TARRAFO – crónicas de um alferes na Guiné, 2.ª ed., 2013, pág. 65

POENTE DE SANGUE

Como, 8 / Fev. / 64.

A manhã correra bem. Os bandidos foram levados de rompão na tabanca grande de Cauane. E de lá trouxemos um crucifixo, cujo Cristo tinha um braço despregado.

Agora, tudo se agitava com as marmitas na mão para o jantar, pois, ao cair do sol, é preciso que tudo esteja em ordem e silêncio, todos nos abrigos.
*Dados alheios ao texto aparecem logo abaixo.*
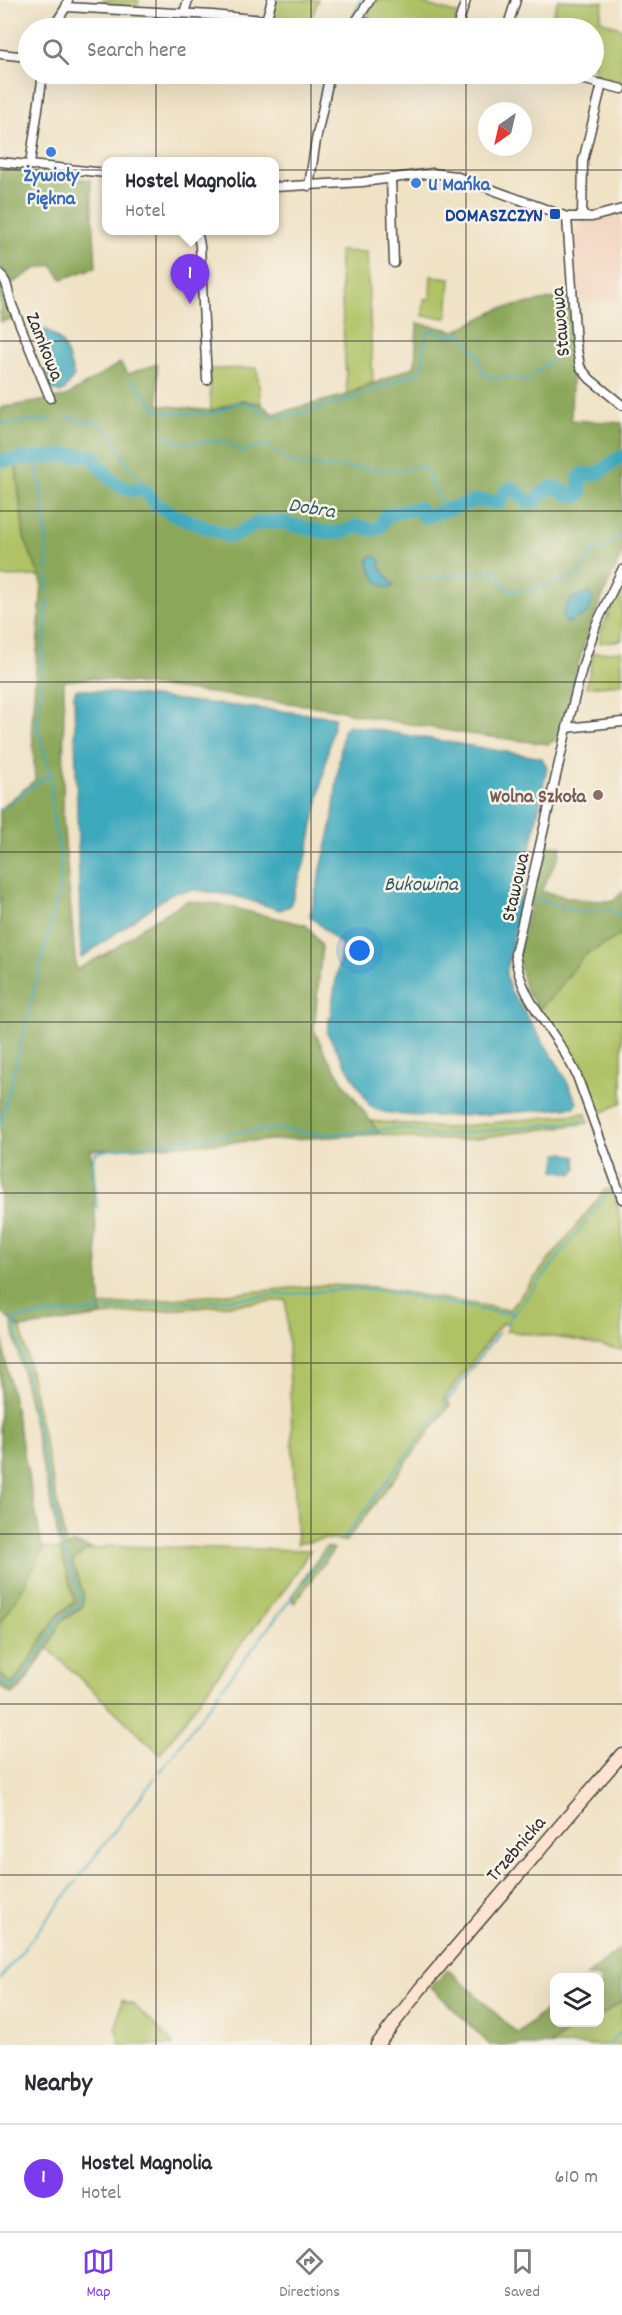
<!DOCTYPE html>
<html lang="en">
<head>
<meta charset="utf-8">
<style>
	body { margin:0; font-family:Dekko,sans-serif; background:#f7f7f7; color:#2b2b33 }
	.controls { position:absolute; right:18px; bottom:18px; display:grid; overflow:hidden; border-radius:12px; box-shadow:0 6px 24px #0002 }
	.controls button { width:54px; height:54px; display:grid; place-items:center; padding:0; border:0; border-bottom:2px solid #e1e1e2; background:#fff; color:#2b2b33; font:30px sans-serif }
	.compass { position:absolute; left:478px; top:102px; width:54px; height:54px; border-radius:50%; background:#fff; box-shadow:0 6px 24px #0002; rotate:214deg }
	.you { position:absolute; left:360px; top:951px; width:21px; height:21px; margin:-15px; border:4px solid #fff; border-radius:50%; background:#1a73e8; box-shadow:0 0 0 9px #1a73e833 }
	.badge { display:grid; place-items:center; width:39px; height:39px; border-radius:50%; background:#7c3aed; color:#fff; font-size:20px; font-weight:700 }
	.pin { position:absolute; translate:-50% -50px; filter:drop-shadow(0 2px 3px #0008) }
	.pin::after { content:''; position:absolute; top:32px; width:21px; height:18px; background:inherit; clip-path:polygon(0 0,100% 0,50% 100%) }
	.popup { position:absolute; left:102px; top:157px; width:177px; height:78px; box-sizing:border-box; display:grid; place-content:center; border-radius:12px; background:#fff; filter:drop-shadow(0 2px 4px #0005); font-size:20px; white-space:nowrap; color:#7c7c81 }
	.popup b { font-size:22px; color:#2b2b33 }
	.popup::after { content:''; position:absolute; left:50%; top:100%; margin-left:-12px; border:12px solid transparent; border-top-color:#fff }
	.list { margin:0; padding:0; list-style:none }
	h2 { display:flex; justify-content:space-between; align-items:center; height:78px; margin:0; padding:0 24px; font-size:26px }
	h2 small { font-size:20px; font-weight:400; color:#7c7c81 }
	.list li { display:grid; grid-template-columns:39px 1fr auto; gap:18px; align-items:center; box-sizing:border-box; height:108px; padding:0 24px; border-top:2px solid #e1e1e2 }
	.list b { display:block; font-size:22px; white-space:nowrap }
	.list p { margin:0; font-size:20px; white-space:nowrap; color:#7c7c81 }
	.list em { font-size:20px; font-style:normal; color:#7c7c81 }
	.icon { flex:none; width:33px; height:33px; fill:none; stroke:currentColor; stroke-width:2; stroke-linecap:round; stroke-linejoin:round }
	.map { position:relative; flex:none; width:622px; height:2045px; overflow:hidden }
	.search { position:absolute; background:#fff; box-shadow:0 6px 24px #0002; left:18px; right:18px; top:18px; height:66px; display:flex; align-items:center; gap:15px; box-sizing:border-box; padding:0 21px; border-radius:33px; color:#7c7c81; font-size:22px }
	.sheet { height:186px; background:#fff }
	nav { display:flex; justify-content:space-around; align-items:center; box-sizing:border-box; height:84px; border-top:2px solid #e1e1e2; background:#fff; font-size:16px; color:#7c7c81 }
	nav a { display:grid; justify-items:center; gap:3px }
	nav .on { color:#7c3aed }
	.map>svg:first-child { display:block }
	.built { fill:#f2d4be }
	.green { fill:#afc265; stroke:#6d7648; stroke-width:1.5 }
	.forest { fill:#8ba85a; stroke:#5b6a42; stroke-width:1.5 }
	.water { fill:#3da9bd; stroke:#346a74; stroke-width:1.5 }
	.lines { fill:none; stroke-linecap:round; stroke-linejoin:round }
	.stream { stroke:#3da9bd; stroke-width:2 }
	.river { stroke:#3da9bd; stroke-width:14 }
	.street-casing { stroke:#494642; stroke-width:11 }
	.secondary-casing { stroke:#494642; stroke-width:15 }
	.street { stroke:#fff; stroke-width:8 }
	.secondary { stroke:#fde4d0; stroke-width:12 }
	.grid { fill:none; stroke:#2b2b2b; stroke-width:1.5; stroke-opacity:0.55 }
	.shop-dot { fill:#3f7fe0; stroke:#f7f3e8; stroke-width:2 }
	.transit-dot { fill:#1a4fb4; stroke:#f7f3e8; stroke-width:2 }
	.education-dot { fill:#8d6e63; stroke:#f7f3e8; stroke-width:2 }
	.labels { text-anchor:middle; stroke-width:5; stroke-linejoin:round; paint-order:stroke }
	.shop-label { font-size:20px; font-weight:bold; fill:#366cbe; stroke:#f7f3e8 }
	.transit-label { font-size:20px; font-weight:bold; fill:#164399; stroke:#f7f3e8; text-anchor:end }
	.street-label { font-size:20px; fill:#2b2b2b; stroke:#f7f3e8 }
	.education-label { font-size:20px; font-weight:bold; fill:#785e54; stroke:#f7f3e8; text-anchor:end }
	.water-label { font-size:21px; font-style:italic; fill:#325d65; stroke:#f7f3e8 }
</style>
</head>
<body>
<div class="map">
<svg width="622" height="2045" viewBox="0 0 622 2045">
	<rect width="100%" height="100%" fill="#f7f3e8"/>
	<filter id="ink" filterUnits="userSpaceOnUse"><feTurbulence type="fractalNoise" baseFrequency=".0167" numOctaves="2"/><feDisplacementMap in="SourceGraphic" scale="12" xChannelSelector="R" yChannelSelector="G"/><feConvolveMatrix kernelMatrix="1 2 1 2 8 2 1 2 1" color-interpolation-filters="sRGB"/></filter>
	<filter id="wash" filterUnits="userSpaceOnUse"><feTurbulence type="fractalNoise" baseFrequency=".008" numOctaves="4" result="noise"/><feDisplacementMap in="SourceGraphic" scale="24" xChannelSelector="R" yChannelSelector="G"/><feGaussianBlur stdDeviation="1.35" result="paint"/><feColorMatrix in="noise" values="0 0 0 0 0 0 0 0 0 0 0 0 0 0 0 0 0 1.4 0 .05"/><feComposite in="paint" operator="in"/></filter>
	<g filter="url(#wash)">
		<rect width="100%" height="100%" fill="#f0e2c5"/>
		<path class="built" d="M622,214V300L583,302L577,289L572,233L579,232L578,223Z"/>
		<g class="green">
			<path d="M103,0H139L137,7L101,6Z"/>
			<path d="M276,0H318L311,20L272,16Z"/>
			<path d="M372,0H422L421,3L458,14L453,28H398L367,20Z"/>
			<path d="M558,0L603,2L600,20L622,29V86L575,74H594V28H548Z"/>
			<path d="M339,251L367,252L373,382L347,395Z"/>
			<path d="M431,276L450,278L447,318L423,316L424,299H430Z"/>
			<path d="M257,368L261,404L242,400L211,411L209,369Z"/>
			<path d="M15,461L24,537L40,576L0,577V463Z"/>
			<path d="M622,585V640L600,643V633Z"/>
			<path d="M622,651V684L586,687L594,653Z"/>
			<path d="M622,934V1102L596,1116L573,1057L539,1009L554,995L583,956Z"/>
			<path d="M585,1113L588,1120V1123L462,1140H426L380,1134L371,1121L445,1128Z"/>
			<path d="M613,1188L622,1225V1350L575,1340L506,1331L510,1326L502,1323L444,1399L450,1405L346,1541L324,1539L297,1544L286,1300L101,1316L100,1306L324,1285L374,1287L509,1310L605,1190Z"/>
			<path d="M12,1324L21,1328L65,1541L66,1547L61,1551L75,1602C54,1615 49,1628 37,1648C30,1660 21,1672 13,1684L0,1675V1624L19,1594L43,1550V1547L61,1550Z"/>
			<path d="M111,1546L310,1550L289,1584L234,1653L160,1754L48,1648L61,1622L83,1606V1592L72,1562L85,1551Z"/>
			<path d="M326,1547L334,1549L294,1603L291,1597Z"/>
			<path d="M122,2000L134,2005L169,2039L173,2045H120L116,2028Z"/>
			<path d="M622,2001V2045H550C565,2033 579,2023 600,2022V2016Z"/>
		</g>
		<g class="forest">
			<path d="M7,169L91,180L96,267L62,279L52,265L35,269L13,283L0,265V172Z"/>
			<path d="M0,283L13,319L0,322Z"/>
			<path d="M568,296L577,365L572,380L571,420L622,423V553L593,618L576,671L561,737L548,744L468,734L363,716L329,708L91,678L64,681L63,819L76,970L114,949L144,926L186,901L216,904L306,925L322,946L314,1030L325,1053L343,1082L380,1134L91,1150L101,1316L21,1328L0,1312V809L35,780L32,724L42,582L24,537L15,457L0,458V408L65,397L120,363L128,374L157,364L159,405L212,411L242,400L261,404L273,414L347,395L415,366L417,323L456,331L499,309Z"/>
			<path d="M545,845L561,846L559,856L541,891C566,897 588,902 614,901L622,891V934L583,956L554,995L539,1009L525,989L518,956Z"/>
			<path d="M0,1321L7,1369L43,1550L19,1594L0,1624Z"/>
			<path d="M73,1543L93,1549L85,1551L72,1562L83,1592V1606L61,1622L48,1648L20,1689L12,1694L0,1686V1675L13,1684C21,1672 30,1660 37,1648C49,1628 54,1615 75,1602L61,1550Z"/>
			<path d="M622,1947V2001L600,2016V1978L586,1977Z"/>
			<path d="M448,1969L518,2034L554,2003V2022L587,2023L566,2032L550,2045H490L431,1987Z"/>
		</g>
		<g class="water">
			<path d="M46,330C67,342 67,354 74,376L64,391L60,393L52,389L46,369L47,357L40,334Z"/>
			<path d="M371,556L377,557L381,561L380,566L394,586L391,588C377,587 371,573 368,560Z"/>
			<path d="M590,593L593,600L589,613L567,623L562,618C566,602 574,594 590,593Z"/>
			<path d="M80,689L335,717L307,855L290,906L280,910L232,895L195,890L172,893L81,958L74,695L76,690Z"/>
			<path d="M348,725L542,758L547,767L506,974L510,990L560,1068L577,1102L575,1107C536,1110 398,1127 370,1106L327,1033L342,945L310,916L332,823L343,730Z"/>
			<path d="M565,1153L576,1157L577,1168L573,1174L555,1170L558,1154Z"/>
		</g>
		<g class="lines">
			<g class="stream">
				<path d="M346,25L354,16L361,0"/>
				<path d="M132,379L158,411L172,413L213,414L238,402L252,404L272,418C323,411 374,391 422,370C425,357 421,342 429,331L448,335L462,334L470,346L477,353L483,373L491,378L503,379L509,376L526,381L551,360"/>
				<path d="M68,417L83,422L96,421C116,435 113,439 124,458C131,470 142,476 144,490"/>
				<path d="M0,424L53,420"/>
				<path d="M164,435C190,451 196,438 222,442C231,443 235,451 243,451C251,451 257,444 265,445L294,464L400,471L420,466L428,472C431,488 439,499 451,509"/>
				<path d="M36,457C44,502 48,546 48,591"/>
				<path d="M420,578L498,571C501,579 502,587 510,590C524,596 568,579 582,572L593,551L602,550L622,534"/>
				<path d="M0,810L50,774"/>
				<path d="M536,899L582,912L607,909L622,916"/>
				<path d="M0,1126L60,887L61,859L53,820L50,771L37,727L48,599"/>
				<path d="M619,1179L622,1177"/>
				<path d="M97,1208L93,1159L96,1153L108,1150L249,1131L280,1129L314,1134L350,1133L400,1128L436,1136L584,1121"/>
				<path d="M505,1325L614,1186"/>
				<path d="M343,1539L499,1332"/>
				<path d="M62,1543L14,1318L346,1289L377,1290L500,1313H515"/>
				<path d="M0,1680L9,1687H16L45,1645L57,1621L79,1605L80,1594L64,1550"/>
				<path d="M223,1687L329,1549"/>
				<path d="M160,1772L220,1691"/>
				<path d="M80,1876L155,1778"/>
				<path d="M0,1979L77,1881"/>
				<path d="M608,2045L622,2031"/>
			</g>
			<path class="river" d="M0,461L69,455L93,456C106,476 118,493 144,490L157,505L174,515L229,536C241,536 248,526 259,523C264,522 273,522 278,522C304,525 333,542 357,526C374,531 380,533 386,515L418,508L424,517L478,500L500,503L505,492L511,488L515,489L527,502H534L545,491L554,487L570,495L578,496L581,492L579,478L583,474C603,478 605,464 622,457"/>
		</g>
	</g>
	<g filter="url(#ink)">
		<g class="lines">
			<g class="street-casing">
				<g id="street">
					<path d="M66,7L212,15L346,28"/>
					<path d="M184,13L188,0"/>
					<path d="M266,20L272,0"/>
					<path d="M355,23L370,0"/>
					<path d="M53,28L66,7L68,0"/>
					<path d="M346,28L363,22L389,28"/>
					<path d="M457,28L466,0"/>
					<path d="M507,28L516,0"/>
					<path d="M0,54L28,57"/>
					<path d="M560,74L622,89"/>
					<path d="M0,162L106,173"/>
					<path d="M30,164L43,74"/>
					<path d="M391,178L394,263"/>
					<path d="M309,186L316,140L330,74"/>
					<path d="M274,187L362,182L433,173L455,176L567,217H592L622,209"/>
					<path d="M567,217L576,344L580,367L590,379L622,405"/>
					<path d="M582,217L583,161L602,84"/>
					<path d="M197,230L200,246L207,380"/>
					<path d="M0,273L6,283L12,305L50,398"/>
					<path d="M622,570L596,625L582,668L567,728L515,954C520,1003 558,1032 577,1076L622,1199"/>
					<path d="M567,728L622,722"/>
				</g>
			</g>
			<g class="secondary-casing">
				<path id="secondary" d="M377,2045L420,1989L622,1754"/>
			</g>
			<use href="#street" class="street"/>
			<use href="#secondary" class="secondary"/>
		</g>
	</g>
	<path class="grid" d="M156,0V28M311,0V28M466,0V28M156,74V2045M311,74V2045M466,74V2045M0,170H622M0,341H622M0,511H622M0,682H622M0,852H622M0,1022H622M0,1193H622M0,1363H622M0,1534H622M0,1704H622M0,1875H622"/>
	<g class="shop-dot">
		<circle cx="51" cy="152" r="6"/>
		<circle cx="416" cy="183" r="6"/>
	</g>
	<rect class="transit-dot" x="549" y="208" width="12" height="12" rx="3"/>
	<circle class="education-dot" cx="598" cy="795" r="6"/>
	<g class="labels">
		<g class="shop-label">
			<text x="51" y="181">Żywioły<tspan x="51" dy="23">Piękna</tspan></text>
			<text x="428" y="190" text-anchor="start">U Mańka</text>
		</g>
		<g class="transit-label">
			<text x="543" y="221">DOMASZCZYN</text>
		</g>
		<g class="street-label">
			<text transform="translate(559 322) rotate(-95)" y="7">Stawowa</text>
			<text transform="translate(46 346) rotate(68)" y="7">Zamkowa</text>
			<text transform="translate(514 887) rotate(-77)" y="7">Stawowa</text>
			<text transform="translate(515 1848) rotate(-49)" y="7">Trzebnicka</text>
		</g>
		<g class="education-label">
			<text x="586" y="802">Wolna Szkoła</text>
		</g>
		<g class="water-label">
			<text transform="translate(312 507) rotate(9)" y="7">Dobra</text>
			<text x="421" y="890">Bukowina</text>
		</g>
	</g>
</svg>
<div class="controls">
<button><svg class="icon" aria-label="layers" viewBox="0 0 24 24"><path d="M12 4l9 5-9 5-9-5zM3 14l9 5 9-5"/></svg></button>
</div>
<svg class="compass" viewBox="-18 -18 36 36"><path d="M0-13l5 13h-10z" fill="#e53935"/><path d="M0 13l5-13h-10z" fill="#7c7c81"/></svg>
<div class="you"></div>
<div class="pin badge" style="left:190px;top:304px">1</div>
<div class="popup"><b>Hostel Magnolia</b>Hotel</div>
<div class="search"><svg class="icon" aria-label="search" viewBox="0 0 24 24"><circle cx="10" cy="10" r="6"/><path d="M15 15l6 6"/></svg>Search here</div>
</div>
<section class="sheet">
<h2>Nearby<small></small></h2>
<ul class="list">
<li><span class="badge">1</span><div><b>Hostel Magnolia</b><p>Hotel</p></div><em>610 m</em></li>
</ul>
</section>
<nav>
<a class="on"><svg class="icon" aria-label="map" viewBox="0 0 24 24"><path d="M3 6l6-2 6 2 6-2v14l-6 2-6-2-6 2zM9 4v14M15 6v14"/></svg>Map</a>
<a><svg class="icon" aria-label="directions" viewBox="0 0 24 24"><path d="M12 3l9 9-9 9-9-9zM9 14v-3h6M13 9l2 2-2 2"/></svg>Directions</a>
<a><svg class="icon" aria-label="saved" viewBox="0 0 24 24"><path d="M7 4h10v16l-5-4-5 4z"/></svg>Saved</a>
</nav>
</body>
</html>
Uma explosão súbita de granada atroou os ares. Que seria, que não seria? Mas, logo, gritos de dor magoaram os ouvidos. Era o Quítalo que, alucinado, corria, a manquejar, gemendo, rosto mascarado de sangue e lama, peito ensanguentado e sem uma das mãos, enquanto a outra apresentava apenas dois dedos esfacelados. Correram a ampará-lo.

Parecia uma visão terrível, um homem de calvário. A armadilha, que ele costumava montar todas as tardes para os terroristas, hoje, traiu-o, disparando-se-lhe nas mãos. Junto do buraco aberto pela explosão, pedaços de carne, terra avermelhada de sangue, uma alpercata desfeita, e, mais ao largo, o barrete e farrapos da farda.

A noite caíra como chumbo para ele e triste para nós. Nada dizia. Perdera por completo os sentidos e, envolto em ligaduras, parecia-se mais com uma múmia do que com um homem.